:: WORK ITEM ::
The answer must consist of every line in the data below that holds the word "body".

[Stored items]

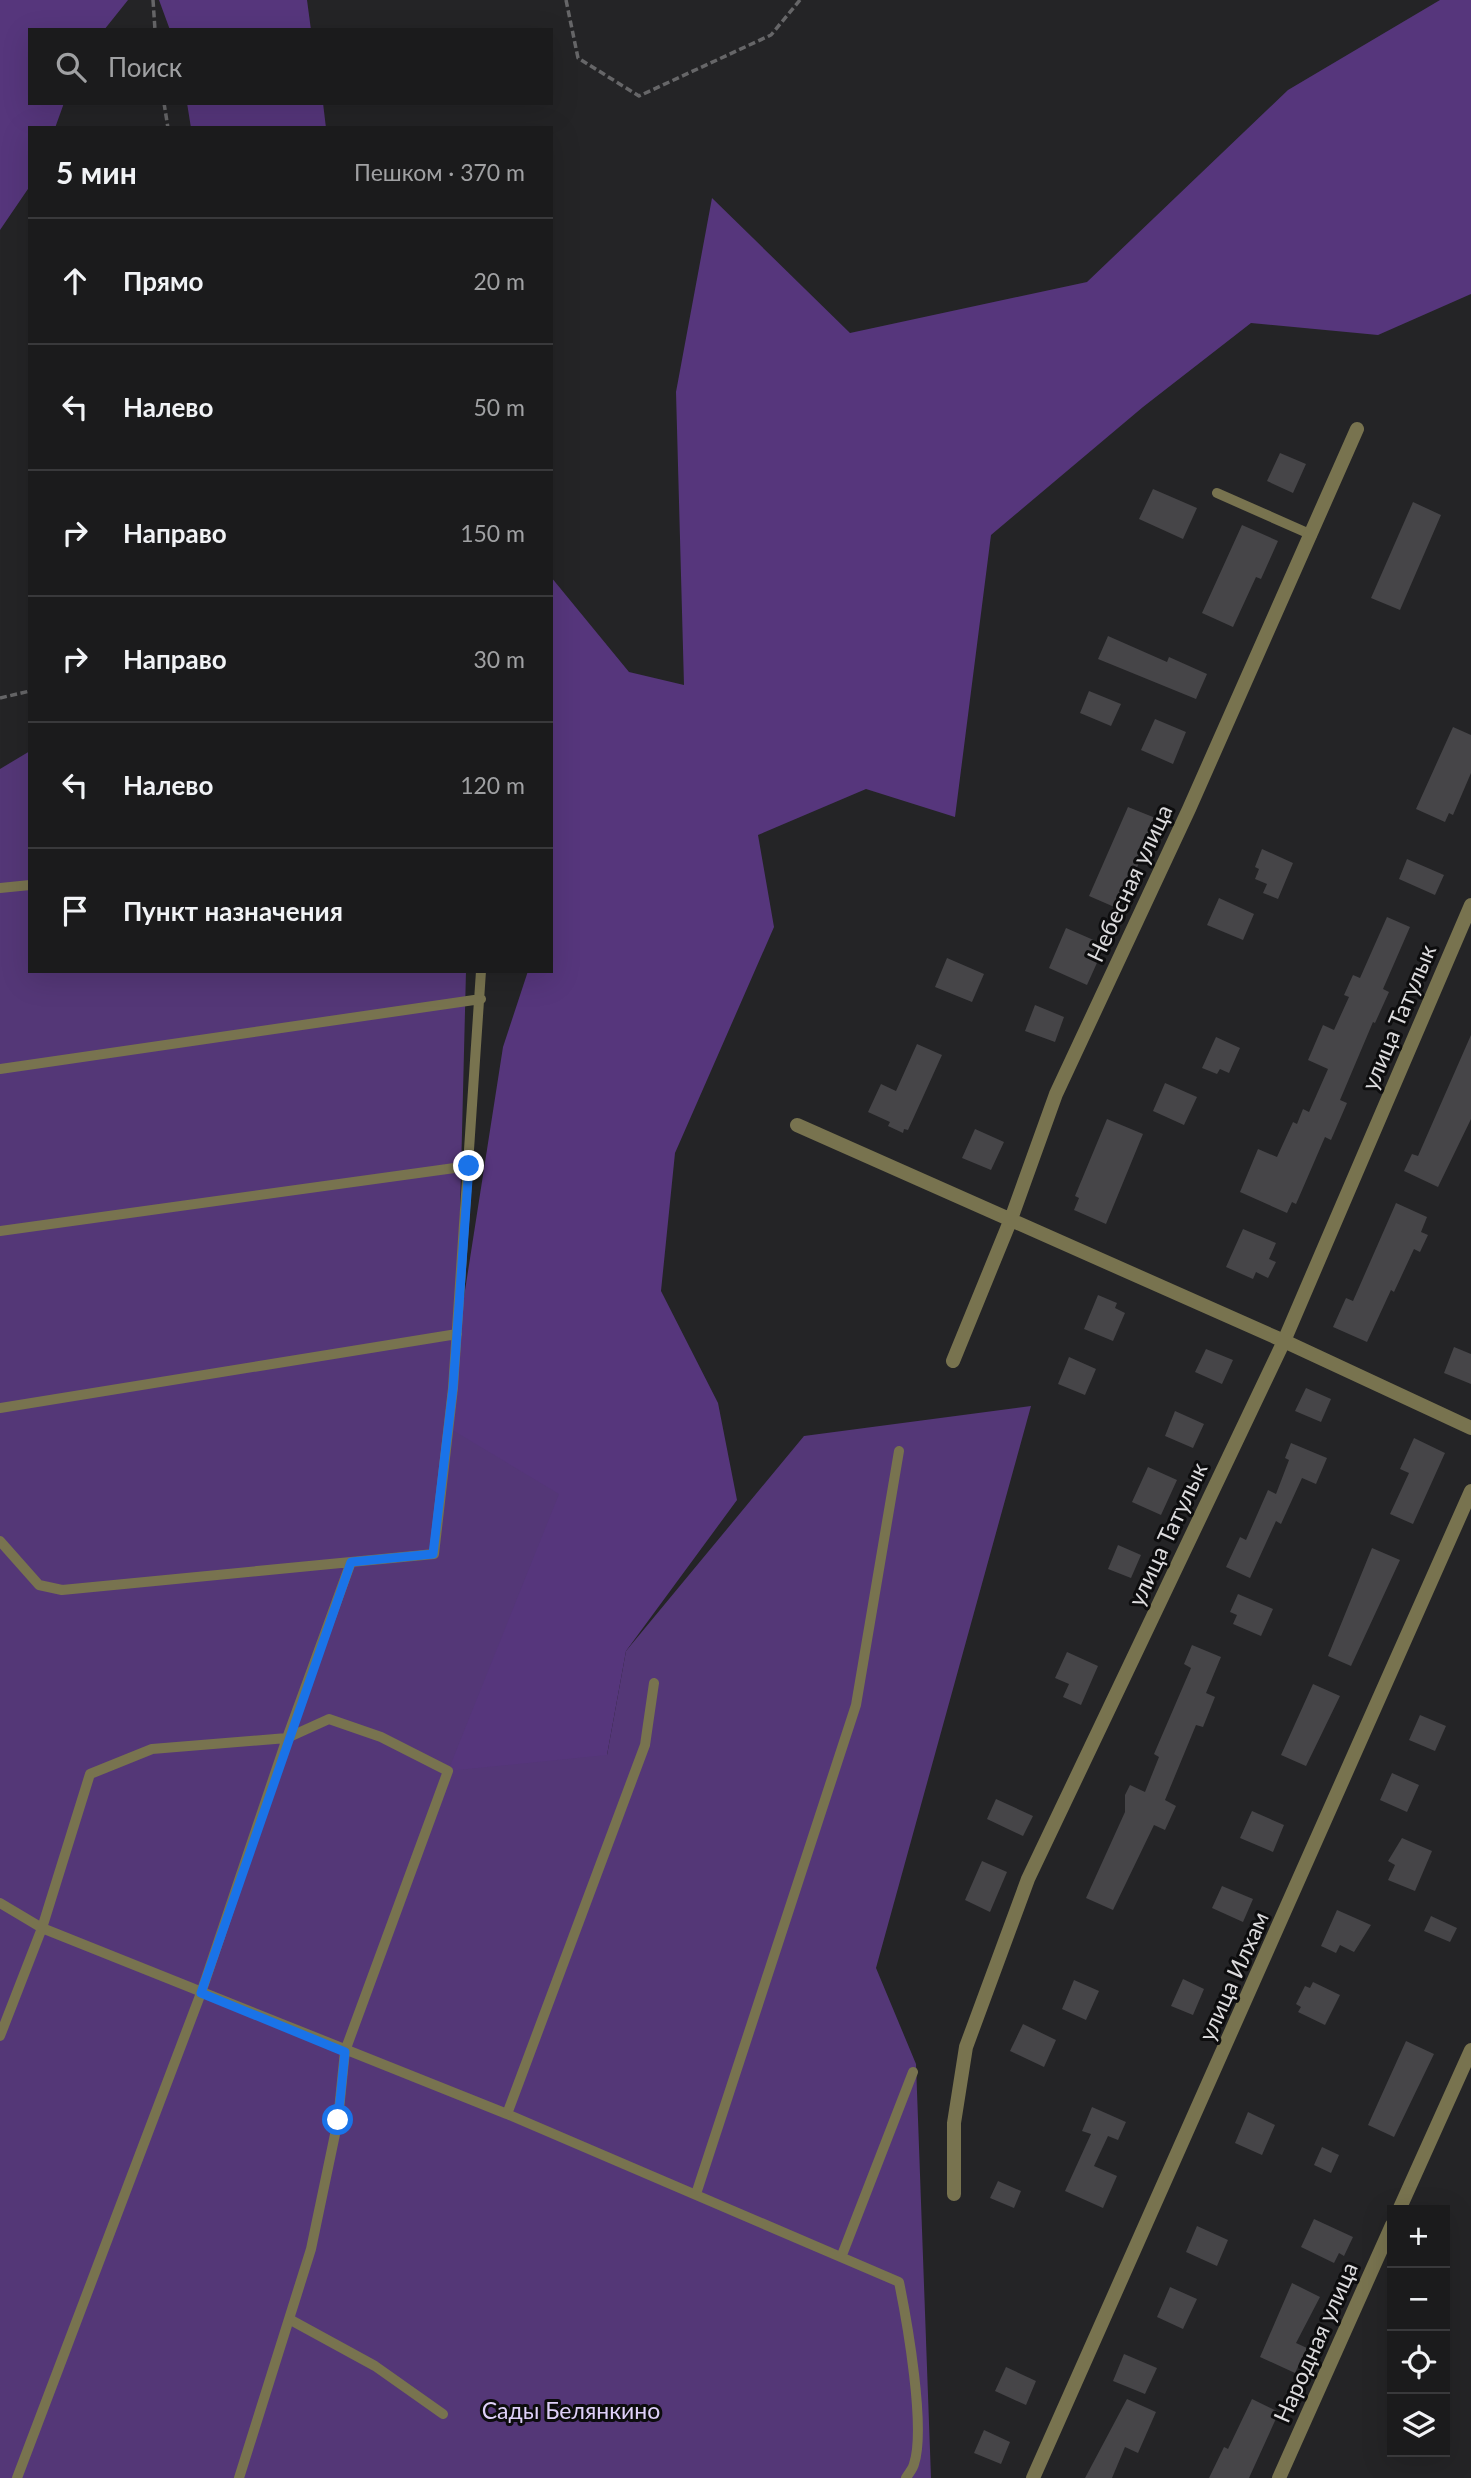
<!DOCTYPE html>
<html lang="ru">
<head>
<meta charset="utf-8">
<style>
  :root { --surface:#1b1b1c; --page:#282829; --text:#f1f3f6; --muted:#a0a1a3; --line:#39393b }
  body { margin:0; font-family:Lato,sans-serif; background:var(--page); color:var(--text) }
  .controls { position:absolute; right:21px; bottom:21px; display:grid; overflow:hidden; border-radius:0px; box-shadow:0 7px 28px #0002 }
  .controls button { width:63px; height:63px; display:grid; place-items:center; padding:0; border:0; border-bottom:2px solid var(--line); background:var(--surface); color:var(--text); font:35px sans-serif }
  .stop { position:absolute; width:21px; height:21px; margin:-16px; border:5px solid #1a73e8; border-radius:50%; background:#fff }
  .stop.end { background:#1a73e8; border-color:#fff; box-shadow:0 2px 7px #0008 }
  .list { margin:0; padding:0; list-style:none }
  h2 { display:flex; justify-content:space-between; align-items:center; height:91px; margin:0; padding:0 28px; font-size:30px }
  h2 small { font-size:23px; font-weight:400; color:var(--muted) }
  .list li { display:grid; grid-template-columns:46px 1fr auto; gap:21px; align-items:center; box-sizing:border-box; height:126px; padding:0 28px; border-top:2px solid var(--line) }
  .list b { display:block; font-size:26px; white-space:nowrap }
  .list em { font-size:23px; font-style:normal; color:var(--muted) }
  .icon { flex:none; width:38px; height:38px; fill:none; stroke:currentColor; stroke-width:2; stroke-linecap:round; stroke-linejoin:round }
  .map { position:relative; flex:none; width:1471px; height:2478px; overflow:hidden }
  .search { position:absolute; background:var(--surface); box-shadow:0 7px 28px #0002; left:28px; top:28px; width:525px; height:77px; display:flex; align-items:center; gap:18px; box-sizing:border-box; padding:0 24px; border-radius:0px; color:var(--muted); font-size:26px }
  .panel { position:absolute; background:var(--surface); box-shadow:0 7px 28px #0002; left:28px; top:126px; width:525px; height:847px; border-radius:0px }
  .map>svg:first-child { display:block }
</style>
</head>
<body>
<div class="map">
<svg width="1471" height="2478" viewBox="0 0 1471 2478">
  <rect width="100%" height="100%" fill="#242426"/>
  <path fill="#543777" d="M30 751V971H466L457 1334 570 1501 607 1755 626 1651 804 1436 1031 1406 876 1968 916 2064 931 2478H0V769Z"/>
  <path fill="#56367c" d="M0 0H128L104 30H30V103H64L55 128H30V186L0 230Z
    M159 0H307L311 30H170Z
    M1440 0H1471V294L1378 335 1251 323 1143 407 991 535 955 817 866 789 758 835 774 927 675 1153 661 1291 718 1403 737 1500 626 1651 607 1755 448 1771 559 1494 444 1425 503 1047 528 971H551V577L629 672 684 685 676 392 712 198 850 333 1087 282 1288 90Z
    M187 103H323L326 128H191Z"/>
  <path fill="#464548" d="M1280 453 1306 464 1293 493 1267 481Z
    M1153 489 1197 508 1183 539 1139 519Z
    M1413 502 1441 515 1400 610 1371 598Z
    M1242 525 1278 541 1261 579 1256 577 1233 627 1202 613Z
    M1108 636 1167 662 1169 657 1207 674 1196 699 1098 659Z
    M1089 691 1121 704 1111 726 1080 713Z
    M1155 719 1186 732 1173 764 1141 750Z
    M1453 727 1471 735V773L1453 815 1449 813 1445 822 1416 809Z
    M1128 807 1158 819 1119 909 1089 896Z
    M1262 849 1293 863 1278 899 1263 893 1267 884 1255 879 1259 869 1255 867Z
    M1407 859 1444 875 1435 895 1399 879Z
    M1219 898 1254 914 1243 940 1207 925Z
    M1387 917 1410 927 1383 989 1389 992 1375 1023 1373 1022 1340 1100 1347 1103 1331 1140 1325 1137 1296 1204 1292 1202 1287 1213 1240 1192 1258 1149 1277 1157 1293 1122 1297 1124 1303 1109 1309 1112 1328 1069 1308 1060 1323 1025 1334 1030 1349 997 1344 995 1353 975 1360 978Z
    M1066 928 1105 945 1087 985 1049 968Z
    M947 958 984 974 972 1002 935 987Z
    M1035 1005 1064 1017 1055 1042 1025 1031Z
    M1471 1035V1119L1438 1187 1404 1171 1412 1154 1418 1156Z
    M1216 1037 1240 1048 1229 1073 1220 1069 1217 1074 1202 1068Z
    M917 1044 942 1055 908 1130 904 1129 903 1133 888 1126 890 1122 868 1112 881 1084 896 1091Z
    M1165 1083 1197 1097 1184 1125 1153 1111Z
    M1107 1119 1143 1134 1106 1224 1074 1210 1079 1198 1075 1196Z
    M975 1129 1004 1142 991 1170 962 1158Z
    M1396 1203 1427 1217 1421 1232 1428 1235 1420 1252 1414 1249 1394 1292 1391 1290 1367 1342 1333 1327 1346 1298 1353 1301Z
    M1243 1229 1276 1243 1269 1259 1276 1262 1268 1278 1256 1272 1253 1279 1226 1267Z
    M1098 1295 1117 1303 1115 1308 1125 1313 1113 1341 1084 1329Z
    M1454 1347 1471 1354V1384L1444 1373Z
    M1206 1349 1233 1360 1222 1384 1195 1372Z
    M1069 1357 1096 1369 1085 1395 1058 1384Z
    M1306 1388 1331 1399 1321 1422 1295 1411Z
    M1175 1411 1204 1424 1193 1448 1165 1436Z
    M1414 1438 1445 1453 1413 1524 1390 1514 1409 1473 1400 1469Z
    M1291 1443 1327 1458 1316 1484 1302 1478 1281 1524 1276 1521 1250 1578 1226 1567 1240 1537 1246 1540 1268 1490 1276 1494 1289 1460 1285 1458Z
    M1148 1467 1177 1480 1161 1515 1132 1502Z
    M1118 1545 1141 1555 1131 1578 1108 1569Z
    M1372 1548 1400 1560 1351 1666 1328 1656Z
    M1238 1594 1273 1609 1261 1636 1233 1624 1237 1615 1230 1612Z
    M1192 1645 1221 1657 1206 1693 1215 1697 1203 1727 1196 1725 1165 1800 1176 1806 1165 1830 1154 1825 1113 1910 1086 1898 1125 1812V1795L1130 1785 1145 1792 1159 1757 1154 1754 1191 1668 1184 1664Z
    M1067 1652 1098 1666 1081 1705 1063 1697 1069 1684 1055 1678Z
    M1313 1684 1340 1696 1306 1766 1281 1755Z
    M1420 1715 1446 1726 1435 1751 1409 1740Z
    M1392 1773 1419 1785 1407 1812 1380 1800Z
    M996 1799 1033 1816 1023 1836 987 1819Z
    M1252 1811 1284 1825 1273 1852 1240 1838Z
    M1402 1838 1432 1851 1415 1891 1388 1880 1395 1865 1388 1861Z
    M982 1861 1007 1872 990 1912 965 1900Z
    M1222 1886 1253 1899 1243 1922 1212 1908Z
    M1337 1910 1371 1925 1354 1952 1340 1945 1336 1953 1321 1946Z
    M1431 1916 1457 1928 1450 1942 1424 1931Z
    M1183 1979 1204 1989 1193 2015 1171 2006Z
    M1074 1980 1099 1991 1086 2020 1062 2009Z
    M1313 1982 1340 1995 1325 2025 1298 2012 1301 2007 1296 2004 1305 1986 1310 1988Z
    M1023 2024 1056 2040 1044 2067 1010 2051Z
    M1406 2041 1434 2054 1394 2137 1368 2125Z
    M1092 2107 1126 2122 1118 2140 1108 2136 1094 2166 1117 2176 1103 2208 1065 2191 1091 2134 1082 2131Z
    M1248 2112 1275 2125 1262 2155 1235 2143Z
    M1322 2147 1339 2155 1331 2173 1314 2165Z
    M998 2181 1021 2191 1014 2208 990 2198Z
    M1314 2219 1353 2237 1344 2256 1339 2253 1334 2263 1301 2247Z
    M1197 2226 1228 2240 1217 2266 1186 2252Z
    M1292 2283 1320 2297 1296 2343 1307 2348 1295 2373 1260 2357Z
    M1170 2287 1197 2299 1183 2329 1157 2317Z
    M1124 2354 1157 2368 1145 2394 1113 2381Z
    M1006 2367 1036 2381 1026 2405 995 2391Z
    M1127 2399 1156 2412 1138 2453 1125 2447 1112 2478H1085Z
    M1252 2399 1279 2412 1249 2478H1209L1224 2447 1228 2449Z
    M984 2430 1010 2442 1001 2464 974 2453Z"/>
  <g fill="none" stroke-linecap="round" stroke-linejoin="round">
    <path stroke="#666668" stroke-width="3.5" stroke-dasharray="7 3.5" stroke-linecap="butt" d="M153 0 155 30
      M566 0 578 58 639 96 771 35 800 0
      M164 103 168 128
      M0 698 30 691"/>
    <path stroke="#78734f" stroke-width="10" d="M1217 493 1312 535
      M0 888 30 885
      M0 1069 481 999
      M0 1231 469 1166
      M0 1408 457 1334
      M0 1541 39 1585 62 1590 351 1562
      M0 1903 42 1928 507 2114 899 2282C907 2321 926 2428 914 2464 913 2469 908 2474 906 2478
      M0 2036 42 1928 90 1774 152 1749 287 1738 351 1562 434 1554 453 1388 481 971
      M507 2114 645 1745 654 1683
      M696 2194 856 1705 899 1451
      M842 2255 913 2072
      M289 2319 375 2366 443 2414
      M17 2478 201 1993 287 1738 329 1719 381 1737 448 1771 345 2051 338 2120 311 2249 239 2478"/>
    <path stroke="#78734f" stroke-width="14" d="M797 1125 1284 1341 1471 1428
      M953 1361 1011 1219 1056 1094 1189 809 1357 429
      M954 2194V2123L966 2047 1028 1879 1284 1341 1471 905
      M1399 2210 1471 2050
      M1033 2478 1471 1491
      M1279 2478 1392 2225"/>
  </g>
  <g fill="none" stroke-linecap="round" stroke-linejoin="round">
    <path stroke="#1a73e8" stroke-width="9" d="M338 2120 345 2052 201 1993 351 1562 433 1554 453 1388 469 1166"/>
  </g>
  <g text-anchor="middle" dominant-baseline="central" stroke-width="6" stroke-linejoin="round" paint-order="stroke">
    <g font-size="23" fill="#dcdbdd" stroke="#0d0d0e">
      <text transform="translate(1129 883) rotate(-65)">Небесная улица</text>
      <text transform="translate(1398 1017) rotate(-67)">улица Татулык</text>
      <text transform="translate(1167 1534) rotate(-65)">улица Татулык</text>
      <text transform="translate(1233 1976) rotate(-66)">улица Илхам</text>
      <text transform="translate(1315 2342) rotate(-66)">Народная улица</text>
    </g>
    <g font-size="23" fill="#dfd0f9" stroke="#0d0d0e">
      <text x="571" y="2410">Сады Белянкино</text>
    </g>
  </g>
</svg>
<div class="controls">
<button>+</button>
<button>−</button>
<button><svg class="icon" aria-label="locate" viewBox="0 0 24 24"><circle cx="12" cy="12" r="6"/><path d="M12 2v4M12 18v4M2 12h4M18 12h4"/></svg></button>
<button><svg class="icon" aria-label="layers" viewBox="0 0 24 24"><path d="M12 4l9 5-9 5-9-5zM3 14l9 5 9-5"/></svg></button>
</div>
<div class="stop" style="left:338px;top:2120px"></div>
<div class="stop end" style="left:469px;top:1166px"></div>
<div class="search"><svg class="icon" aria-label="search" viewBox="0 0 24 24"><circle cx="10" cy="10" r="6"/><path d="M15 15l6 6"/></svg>Поиск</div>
<section class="panel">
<h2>5 мин<small>Пешком · 370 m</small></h2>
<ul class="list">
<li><svg class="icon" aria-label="ahead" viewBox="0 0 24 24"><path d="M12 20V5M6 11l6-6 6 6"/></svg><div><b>Прямо</b></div><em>20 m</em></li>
<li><svg class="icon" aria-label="left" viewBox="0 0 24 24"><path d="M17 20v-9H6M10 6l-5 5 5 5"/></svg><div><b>Налево</b></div><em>50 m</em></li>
<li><svg class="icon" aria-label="right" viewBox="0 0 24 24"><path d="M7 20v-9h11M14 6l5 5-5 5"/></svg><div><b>Направо</b></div><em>150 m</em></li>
<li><svg class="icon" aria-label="right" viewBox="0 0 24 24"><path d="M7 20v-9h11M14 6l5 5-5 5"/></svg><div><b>Направо</b></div><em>30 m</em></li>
<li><svg class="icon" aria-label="left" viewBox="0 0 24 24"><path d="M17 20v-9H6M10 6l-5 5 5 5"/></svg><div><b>Налево</b></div><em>120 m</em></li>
<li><svg class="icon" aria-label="arrive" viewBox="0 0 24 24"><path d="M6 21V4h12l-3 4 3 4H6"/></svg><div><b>Пункт назначения</b></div></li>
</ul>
</section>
</div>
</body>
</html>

:: RESULT ::
  body { margin:0; font-family:Lato,sans-serif; background:var(--page); color:var(--text) }
<body>
</body>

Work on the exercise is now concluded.